The truth is that Bhutan's economy is struggling. The Bhutanese people were only granted access to television and the internet in 1999. Government censorship abounds. When asked about his desire to travel outside of the country, our government-provided Bhutanese guide smirked and replied, "Why would we want to waste our money on traveling? We have everything we need right here. We don't concern ourselves with the world's problems." Honest answer? Maybe. Government-endorsed message? Partially. Ironic? Completely.

So what's your take? Is Bhutan with its unspoiled charms and festival-rich culture the last Shangri-La or is the country carefully constructing a fabled facade to lure travelers at a premium? Whatever your resolve, a visit to this unique land promises to be a one-of-a-kind adventure.

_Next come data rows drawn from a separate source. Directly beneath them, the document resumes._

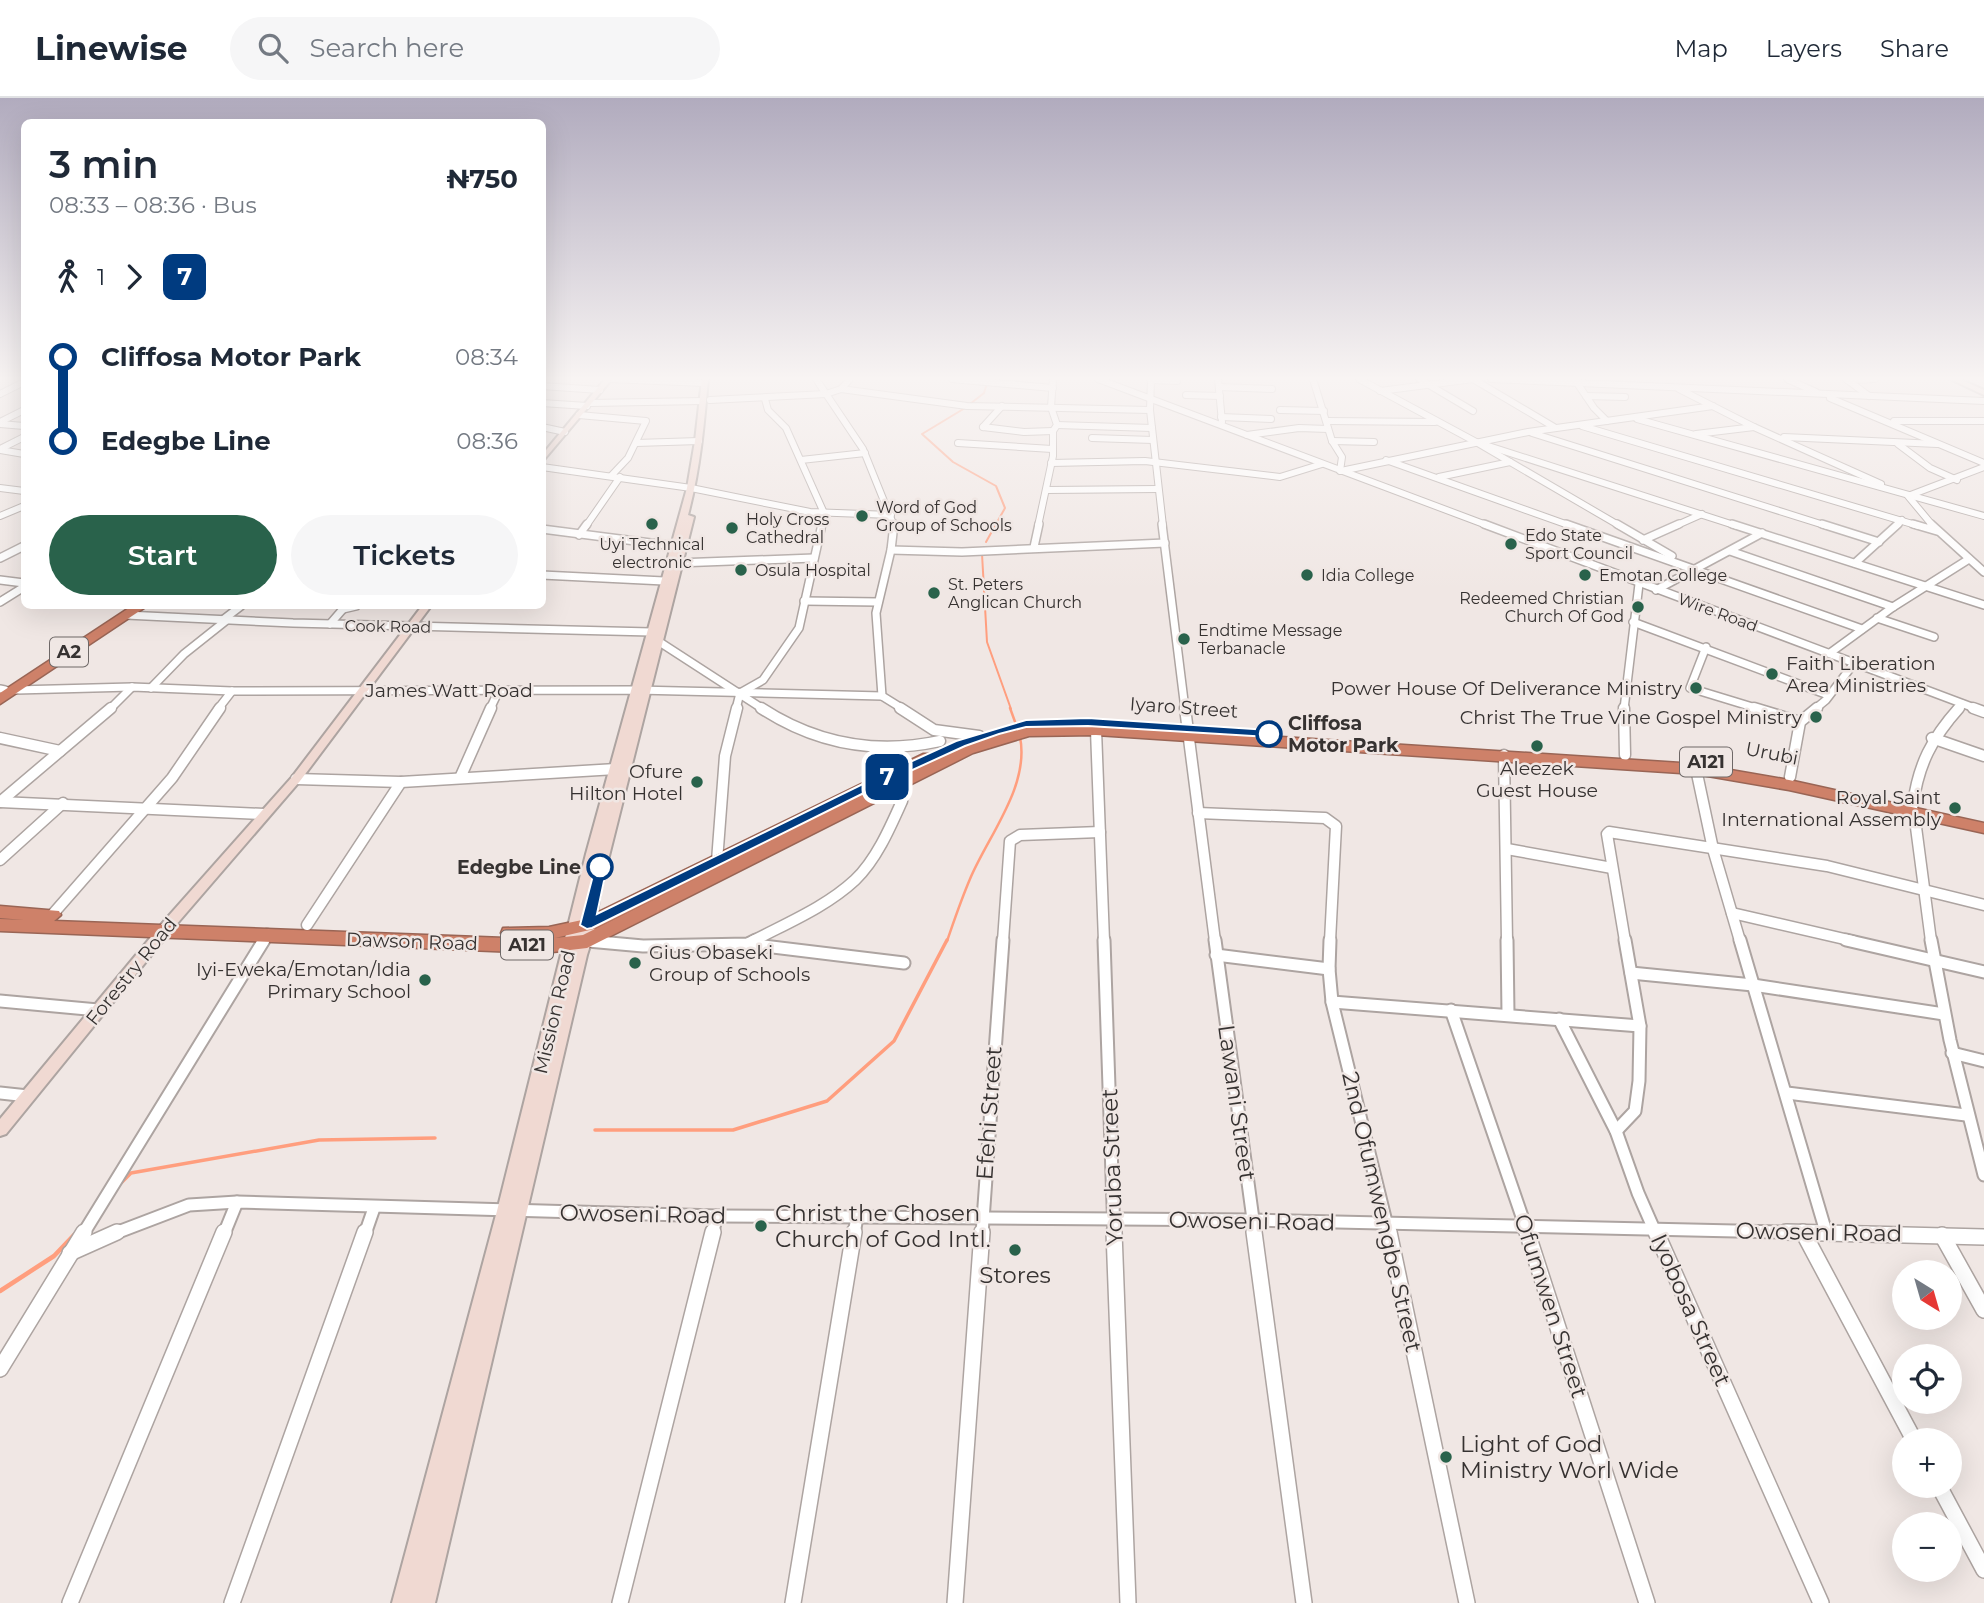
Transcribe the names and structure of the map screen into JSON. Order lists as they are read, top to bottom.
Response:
{
  "streets": {
    "highway": [
      "A2",
      "Iyaro Street",
      "Urubi",
      "A121",
      "Dawson Road"
    ],
    "street": [
      "Wire Road",
      "Cook Road",
      "James Watt Road",
      "Forestry Road",
      "Mission Road",
      "Lawani Street",
      "Efehi Street",
      "Yoruba Street",
      "2nd Ofumwengbe Street",
      "Owoseni Road",
      "Ofumwen Street",
      "Iyobosa Street"
    ]
  },
  "crossings": [
    ["Cook Road", "A2"],
    ["Cook Road", "Forestry Road"],
    ["Cook Road", "Mission Road"],
    ["A2", "James Watt Road"],
    ["James Watt Road", "Forestry Road"],
    ["James Watt Road", "Mission Road"],
    ["Iyaro Street", "Urubi"],
    ["Iyaro Street", "Dawson Road"],
    ["Iyaro Street", "Lawani Street"],
    ["Iyaro Street", "Yoruba Street"],
    ["Dawson Road", "Forestry Road"],
    ["Dawson Road", "Mission Road"],
    ["Mission Road", "Owoseni Road"],
    ["Lawani Street", "2nd Ofumwengbe Street"],
    ["Lawani Street", "Owoseni Road"],
    ["Efehi Street", "Yoruba Street"],
    ["Efehi Street", "Owoseni Road"],
    ["Yoruba Street", "Owoseni Road"],
    ["2nd Ofumwengbe Street", "Owoseni Road"],
    ["Owoseni Road", "Ofumwen Street"],
    ["Owoseni Road", "Iyobosa Street"]
  ],
  "places": [
    "Word of God Group of Schools",
    "Uyi Technical electronic",
    "Holy Cross Cathedral",
    "Edo State Sport Council",
    "Osula Hospital",
    "Idia College",
    "Emotan College",
    "St. Peters Anglican Church",
    "Redeemed Christian Church Of God",
    "Endtime Message Terbanacle",
    "Faith Liberation Area Ministries",
    "Power House Of Deliverance Ministry",
    "Christ The True Vine Gospel Ministry",
    "Cliffosa Motor Park",
    "Aleezek Guest House",
    "Ofure Hilton Hotel",
    "Royal Saint International Assembly",
    "Edegbe Line",
    "Gius Obaseki Group of Schools",
    "Iyi-Eweka/Emotan/Idia Primary School",
    "Christ the Chosen Church of God Intl.",
    "Stores",
    "Light of God Ministry Worl Wide"
  ],
  "lines": ["bus line 7"],
  "north": "bottom right",
  "page": {
    "header": "Linewise",
    "search": "Search here",
    "nav": ["Map", "Layers", "Share"],
    "on_map": "7",
    "heading": ["3 min", "08:33 – 08:36 · Bus", "₦750"],
    "legs": ["1", "7"],
    "list": [
      {
        "name": "Cliffosa Motor Park",
        "value": "08:34"
      },
      {
        "name": "Edegbe Line",
        "value": "08:36"
      }
    ],
    "buttons": ["Start", "Tickets"],
    "map_buttons": ["+", "−"]
  }
}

Paro, Bhutan: A Six Day Cultural Tour Itinerary - May 2016

Bhutan Cultural Tour for 5 Nights/ 6 Days by Rainbow Tours & Treks 

Day 1: Arrival: Paro –Thimphu (65kms/ 1.5hrs)

Paro, altitude 2200m, is a town and seat of Paro district in Bhutan. It is also the home to the only international airport in the country. The flight to Paro is considered one of the most spectacular flight experiences in the world. While flying in and out of Bhutan, one can see Mt. Everest, Kanchenjunga, Makula and other high peaks such as Jumolhari, Jichu Drakey and Tsrim Gang.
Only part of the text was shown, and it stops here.